X-ray analysis of complexes of carbonic anhydrase II with 1,3-oxazole-containing sulfonamide derivatives elucidates the structural basis for their exceptionally high inhibitory potency

Carbonic anhydrase II (CA2) is a zinc metalloenzyme that catalyzes the reversible hydration of CO2 and is widely used as a model for structure-guided inhibitor development. Previously reported crystal structures of human CA II (α-hCA2) in complex with the picomolar sulfonamide inhibitors 8V5 and 8V8 (PDB entries 5nee and 5nea) did not allow the complete ligand geometry of 8V5 to be resolved. To clarify the structural basis of binding, we determined high-resolution (1.5-1.7 Å) crystal structures of bovine CA II (α-bCA2) in complex with both inhibitors. α-bCA2 was selected as a crystallographically robust homolog, and structural alignment with α-hCA2 showed an r.m.s.d. of α atoms, confirming a near-identical active-site architecture. The α-bCA2-8V8 complex reproduced the canonical sulfonamide-zinc coordination pattern. In contrast, the α-bCA2-8V5 structure revealed continuous electron density for the entire ligand, including the morpholine group, which was not observed previously.

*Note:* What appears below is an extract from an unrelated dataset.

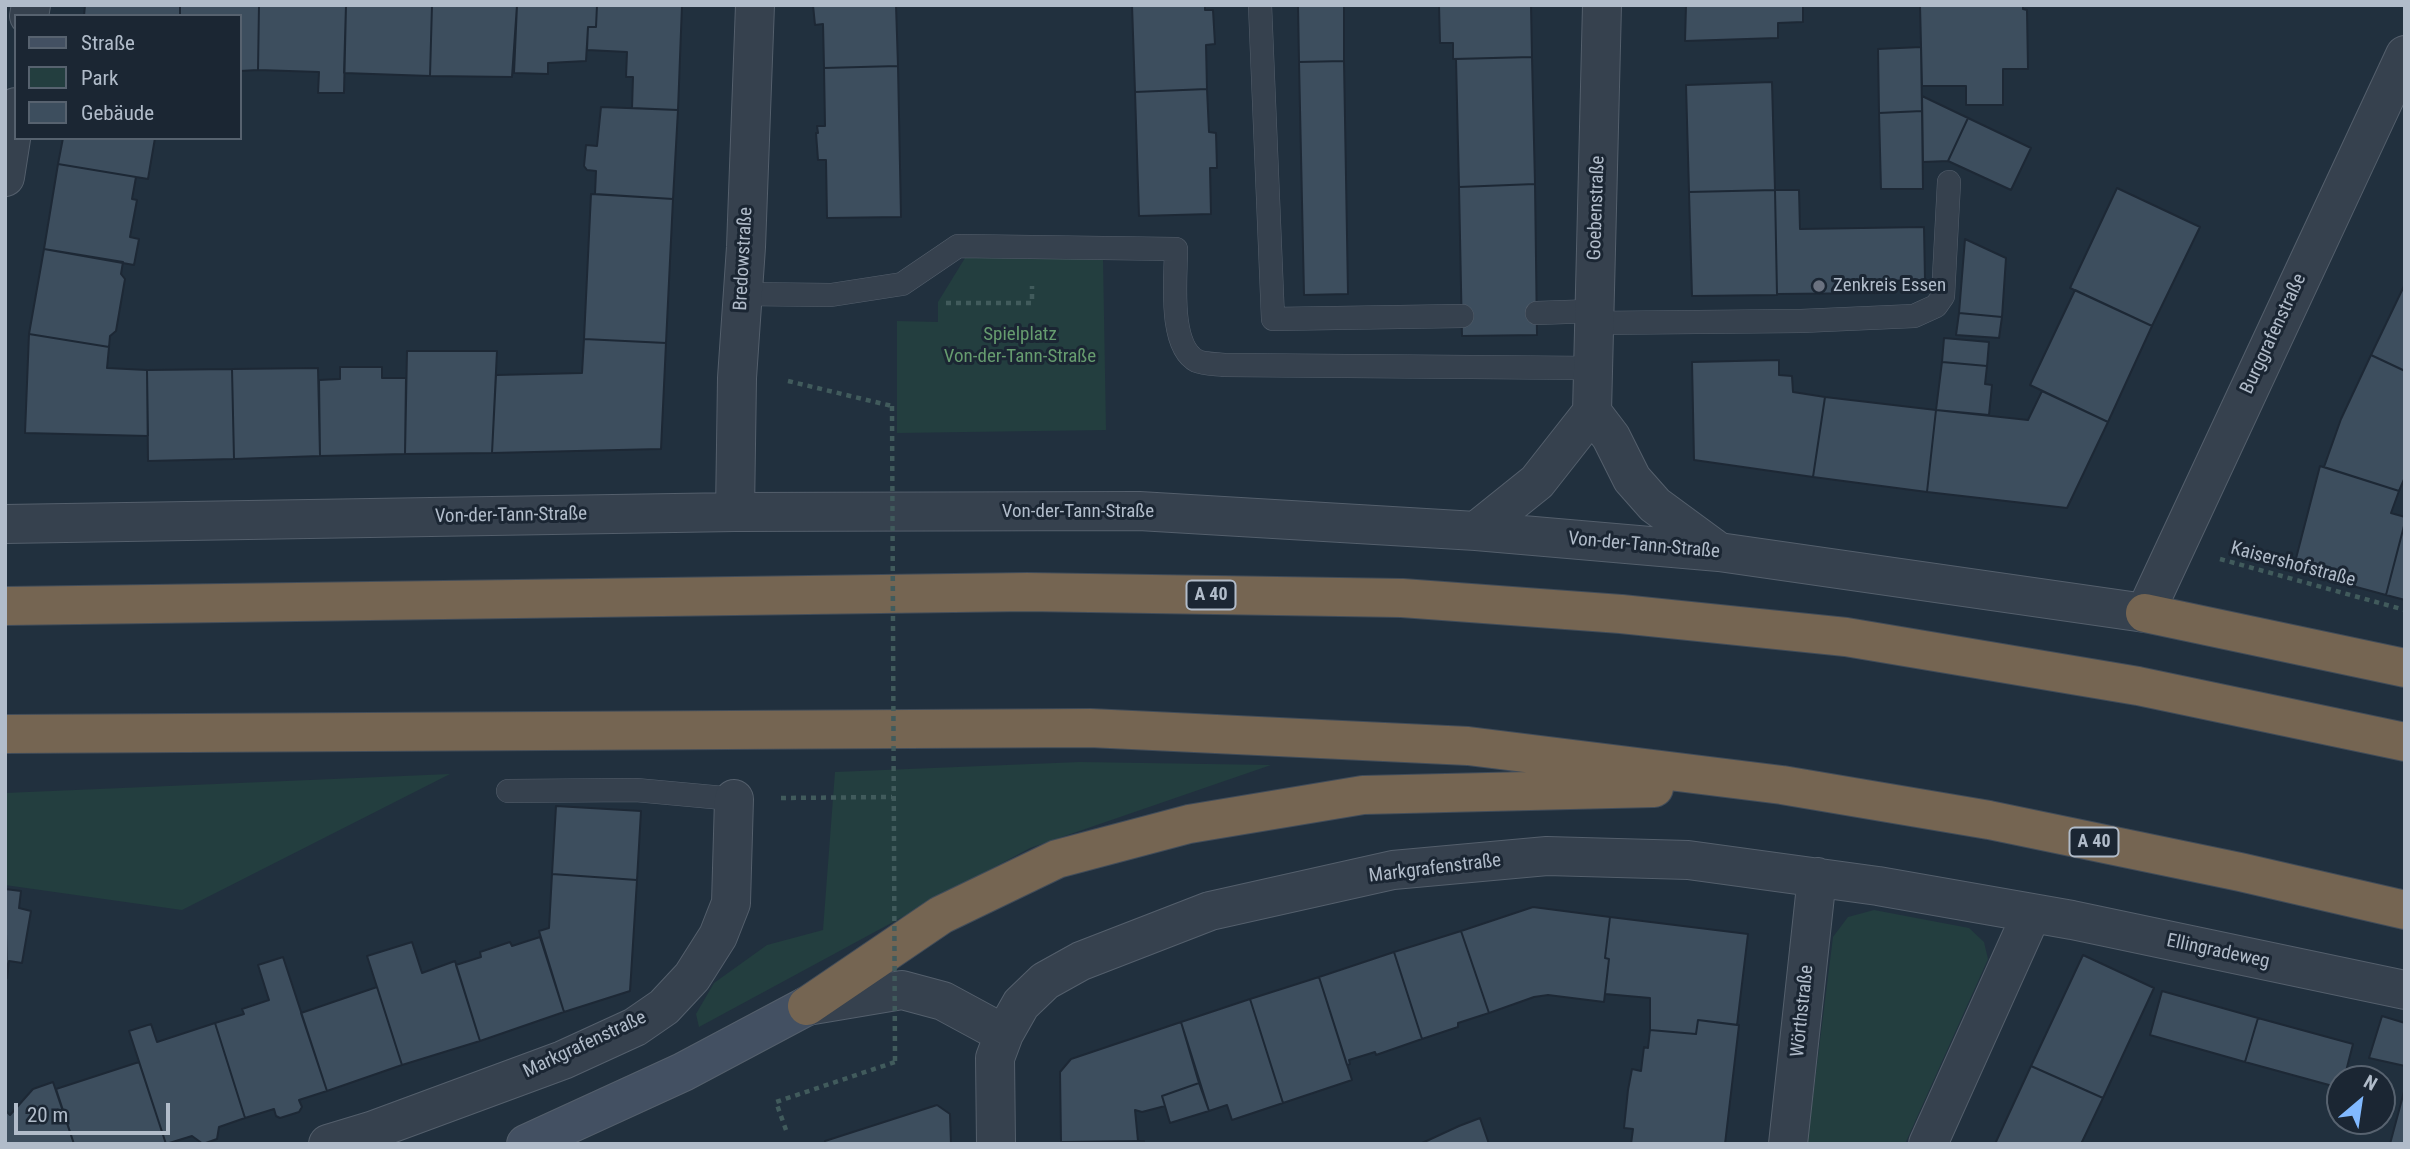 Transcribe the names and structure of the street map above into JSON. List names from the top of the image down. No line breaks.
{"streets":{"highway":["A 40"],"street":["Goebenstraße","Bredowstraße","Burggrafenstraße","Von-der-Tann-Straße","Markgrafenstraße","Ellingradeweg","Wörthstraße"],"path":["Kaisershofstraße"]},"crossings":[["Bredowstraße","Von-der-Tann-Straße"],["Burggrafenstraße","Von-der-Tann-Straße"],["Burggrafenstraße","Kaisershofstraße"],["Markgrafenstraße","Ellingradeweg"],["Markgrafenstraße","Wörthstraße"]],"parks":["Spielplatz Von-der-Tann-Straße"],"places":["Zenkreis Essen"],"legend":["Straße","Park","Gebäude"],"scale_bar":"20 m","north":"top right"}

Re-refinement of the α-hCA2-8V5 model based on these data resulted in an improved fit to density, indicating that the absence of the morpholine density in the original model is consistent with partial ligand modification or variability in the ligand state during crystallization. These results demonstrate that cross-isoform structural comparison can resolve ambiguities in ligand modeling and provide a reliable framework for the rational design of selective CA2 inhibitors.